When the heater 21 is provided in the water supply pipe 4 as shown in FIG. 2 after providing such a filling material container 22, the insertion position of the filling material container 22 and / or the heater 21 is required. Is preferably downstream of the pump 3, but may be upstream of the pump 3 in some cases. In any case, it is preferable to install it near the water tank at a position as far away from the water cooler 2 as possible. It is convenient to use a cartridge type filter as the main filter 20.

[0022]

[Effect of the Invention] As described above, according to the present invention, the problem of heat transfer tube freezing during the production of supercooled water can be solved by a simple configuration in the case of producing sherbet-like ice from supercooled water to store heat for air conditioning. As a result, sherbet-like ice can be produced stably.

[Brief description of the drawings]

FIG. 1 is an equipment layout diagram showing an embodiment of an air-conditioning ice heat storage device of the present invention.

FIG. 2 is a diagram showing another example of the structure of a water supply line to a water cooler in the apparatus of FIG. 1;

FIG. 3 is a schematic sectional view of a heater used in the apparatus of FIG.

FIG. 4 is a schematic sectional view of a filler-loaded container used in the apparatus of FIG. 1;

FIG. 5 is a perspective view showing an example of a filler used in the present invention.

FIG. 6 is a schematic sectional view showing another example of a filler-loaded container used in the apparatus of FIG.

FIG. 7 is a schematic sectional view showing another example of a filler-loaded container used in the apparatus of FIG.

FIG. 8 is a schematic sectional view showing another example of a filler-loaded container used in the apparatus of FIG.
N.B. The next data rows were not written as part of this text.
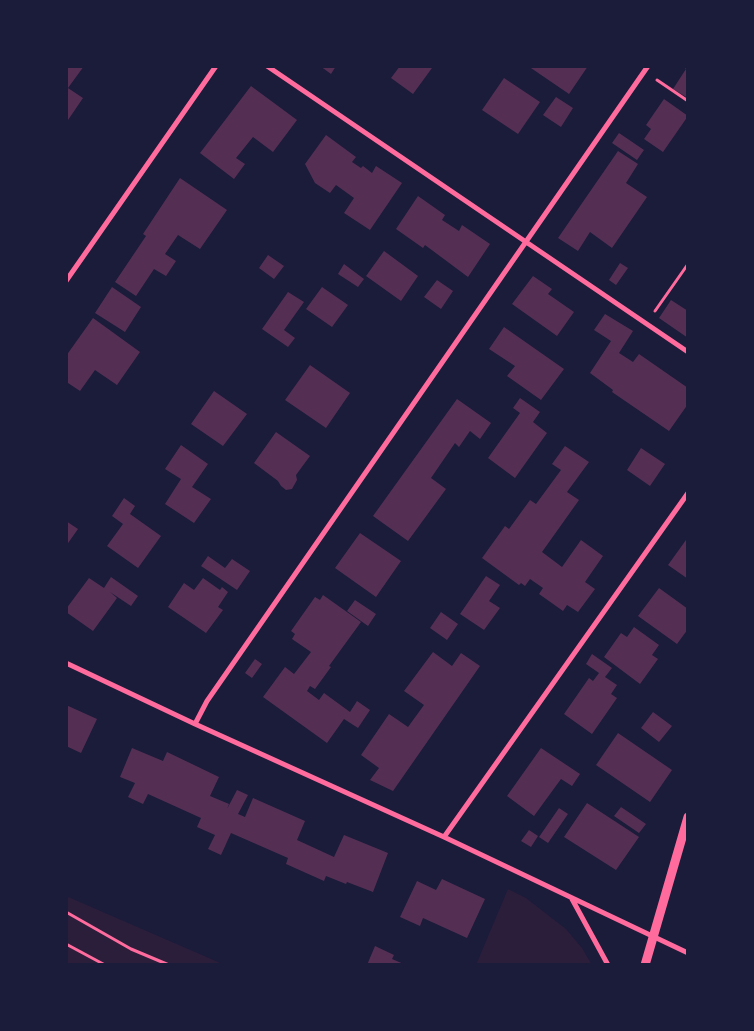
<!DOCTYPE html>
<style>
body{margin:0}
#map{position:relative;width:754px;height:1031px;overflow:hidden;background:#1b1b3a;font-family:"PT Sans Narrow",sans-serif}
canvas{display:block}
.frame{position:absolute;inset:0;border:68px solid #1b1b3a;pointer-events:none}
</style>
<div id="map">
<canvas width="754" height="1031"></canvas>
<div class="frame"></div>
</div>
<script>
const c = document.querySelector('canvas').getContext('2d');
c.lineJoin = 'round';
function fill(path, color) { c.fillStyle = color; c.fill(path, 'evenodd'); }
const poly = rows => new Path2D(rows.map(r => 'M' + r).join(''));
function stroke(path, color, width, dash) { c.strokeStyle = color; c.lineWidth = width; c.lineCap = dash ? 'butt' : 'round'; c.setLineDash(dash || []); c.stroke(path); }
const green = poly([
 [508,889,526,898,566,929,582,948,592,965,476,965],
 [66,896,225,965,66,965]
]);
const building = poly([
 [66,66,84,66,68,88,83,98,66,123],
 [320,66,336,66,331,74],
 [400,66,430,66,432,68,413,94,391,78],
 [528,66,588,66,569,94],
 [683,66,688,66,688,98,673,89,686,69],
 [504,78,540,102,518,134,482,110],
 [251,86,297,120,273,152,253,137,236,158,245,164,234,179,200,153],
 [556,97,573,108,561,127,543,115],
 [664,99,688,116,663,152,644,139,651,129,646,125],
 [619,133,644,150,637,160,612,143],
 [326,135,356,157,352,162,361,168,363,166,372,173,376,166,402,183,370,230,344,213,354,198,336,185,330,193,315,183,305,164],
 [618,151,638,164,626,183,647,197,612,248,590,232,578,251,558,238],
 [180,178,227,210,200,249,178,235,165,254,176,261,166,276,154,269,136,296,115,282,146,236,143,234],
 [418,196,445,215,442,220,459,231,462,225,490,244,468,277,425,245,423,248,396,229],
 [384,251,418,276,401,301,366,276],
 [268,255,284,266,274,279,259,268],
 [620,263,628,268,616,285,609,280],
 [344,264,364,279,358,287,338,274],
 [533,276,552,289,548,294,574,312,557,336,512,304],
 [437,280,453,291,441,309,424,297],
 [112,287,141,307,125,332,95,313],
 [322,287,348,305,332,327,306,309],
 [288,292,304,302,284,330,295,338,288,347,262,329],
 [671,300,688,311,688,338,659,318],
 [605,314,633,331,619,353,633,362,639,354,688,388,688,404,669,431,612,392,613,390,590,373,611,341,594,330],
 [93,318,140,352,117,385,95,370,80,391,68,383,66,386,66,356],
 [504,327,564,369,541,400,507,376,515,366,489,349],
 [310,365,350,393,326,428,285,400],
 [214,391,247,414,223,446,191,424],
 [520,398,540,412,533,422,547,433,515,478,488,458,520,413,513,408],
 [457,399,491,423,480,439,470,431,459,447,455,443,431,478,446,489,408,541,373,516],
 [276,432,310,456,296,475,297,480,292,489,286,490,281,486,278,481,254,463],
 [181,445,208,464,192,487,211,499,194,523,165,504,181,479,165,469],
 [565,446,589,462,567,492,579,500,542,552,562,567,581,540,603,556,585,582,595,589,578,612,567,605,563,611,539,594,543,588,530,579,525,586,521,583,519,585,482,558,505,526,509,529,530,500,536,504,561,470,552,464],
 [641,448,665,464,650,486,627,470],
 [124,498,135,506,130,514,161,536,138,568,107,546,123,524,112,516],
 [66,521,78,529,66,546],
 [360,533,401,561,376,597,335,568],
 [686,540,688,542,688,579,668,565],
 [208,556,225,568,232,559,250,571,237,590,201,566],
 [486,576,500,585,489,601,500,608,484,630,460,614],
 [111,577,138,596,131,606,110,592,117,598,93,631,66,612,66,609,89,578,104,588],
 [203,578,220,590,222,587,228,592,218,607,223,610,206,633,168,607,184,583,194,590],
 [659,588,688,609,688,629,677,644,638,616],
 [323,595,361,622,329,666,331,667,315,689,310,686,307,691,319,700,324,693,350,712,357,701,370,710,358,728,344,719,327,743,263,697,285,667,294,674,311,652,292,639,295,634,291,631,315,597,320,600],
 [355,600,376,614,368,626,347,611],
 [441,612,458,624,447,640,430,628],
 [634,627,659,645,652,655,658,659,640,684,604,657,621,633,627,637],
 [433,652,452,666,461,653,480,666,393,791,370,780,379,768,361,755,389,714,408,727,424,705,404,691],
 [592,654,612,668,605,677,617,685,611,694,617,698,592,734,564,714,589,678,593,681,599,673,586,664],
 [255,659,262,664,252,678,245,673],
 [66,705,97,719,81,753,66,746],
 [653,712,672,726,659,742,641,728],
 [618,733,672,770,650,802,596,765],
 [132,748,163,761,167,752,219,777,210,796,229,804,227,809,237,790,248,795,238,814,245,817,253,798,305,821,297,840,334,857,344,835,388,853,373,892,347,882,346,884,326,876,324,881,286,864,288,858,231,833,221,855,208,849,215,835,197,827,201,818,148,794,143,804,128,797,135,783,120,777],
 [541,748,580,774,572,786,561,779,534,816,507,796],
 [587,803,639,837,616,870,564,837],
 [621,807,646,824,639,833,614,816],
 [559,808,568,814,548,843,539,837],
 [529,830,538,836,531,847,521,841],
 [442,879,485,899,467,938,423,918,420,926,400,917,417,881,436,890],
 [375,946,394,955,392,959,406,965,367,965]
]);
const path = poly([
 [657,80,688,101],
 [655,311,688,264],
 [66,912,131,949,169,965],
 [66,944,105,965]
]);
const minor = poly([
 [267,66,688,352],
 [66,281,216,66],
 [66,663,195,724,444,837,688,953],
 [195,724,207,701,648,66],
 [444,837,688,493],
 [572,899,608,965]
]);
const tertiary = poly([
 [645,965,688,817]
]);
fill(green, '#2a1e3b');
fill(building, '#542f53');
stroke(path, '#ff6b9d', 3);
stroke(minor, '#ff6b9d', 5);
stroke(tertiary, '#ff6b9d', 9);
</script>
FIG. 9 is a schematic sectional view showing another example of a filler-loaded container used in the apparatus of FIG.

[Explanation of symbols]

 DESCRIPTION OF SYMBOLS 1 Heat storage water tank 2 Water cooler 3 Circulation pump 4 Water supply line 5 Supercooled water discharge port 7 Subcooling release device 8 Heat transfer tube 18 Primary filter 20 Main filter 21 Heater 22 Filler loading container 30 Filler

 ──────────────────────────────────────────────────続 き Continuing on the front page (72) Inventor Masato Nakanishi 3-20-9 Nishiikuta, Tama-ku, Kawasaki City, Kanagawa Prefecture (72) Inventor Masayuki Tanino 3-20-9, Nishiikuta, Tama-ku, Kawasaki City, Kanagawa Prefecture (56) References JP-A-63-14063 (JP, A) US Patent 4671077 (US, A)

Claims (4)

(57) [Scope of request for utility model registration] 1. A supercooled water producing apparatus for continuously passing water through a water cooler and continuously extracting supercooled water having a temperature of 0 ° C. or less is provided with a heat storage water tank for storing heat source water for air conditioning. A water supply line is installed outside the storage tank for continuously pumping part of the water in the storage tank to the water cooler, and the continuous flow of supercooled water flowing out of the water cooler is transferred to the storage tank. An ice heat storage device for air-conditioning, comprising a path for returning through or without a cooling release device, and a water supply container filled with a filler interposed in the water supply pipe. 2. A heat storage water tank for storing a heat source water for air conditioning, wherein a supercooled water producing apparatus for continuously passing water through a water cooler and continuously extracting supercooled water having a temperature of 0 ° C. or less is provided. A water supply line is installed outside the storage tank for continuously pumping part of the water in the storage tank to the water cooler, and the continuous flow of supercooled water flowing out of the water cooler is transferred to the storage tank. An ice heat storage device for air conditioning, comprising: a path for returning through or without a cooling release device, and a water supply container filled with a filler and a heater interposed in the water supply pipe. 3. The water passage container has a bent water passage formed in the container, and a filler is loaded into the bent water passage.
Or the ice heat storage device for air conditioning according to 2. 4. The air conditioner ice heat storage device according to claim 1, wherein a filter is further interposed in the water passage.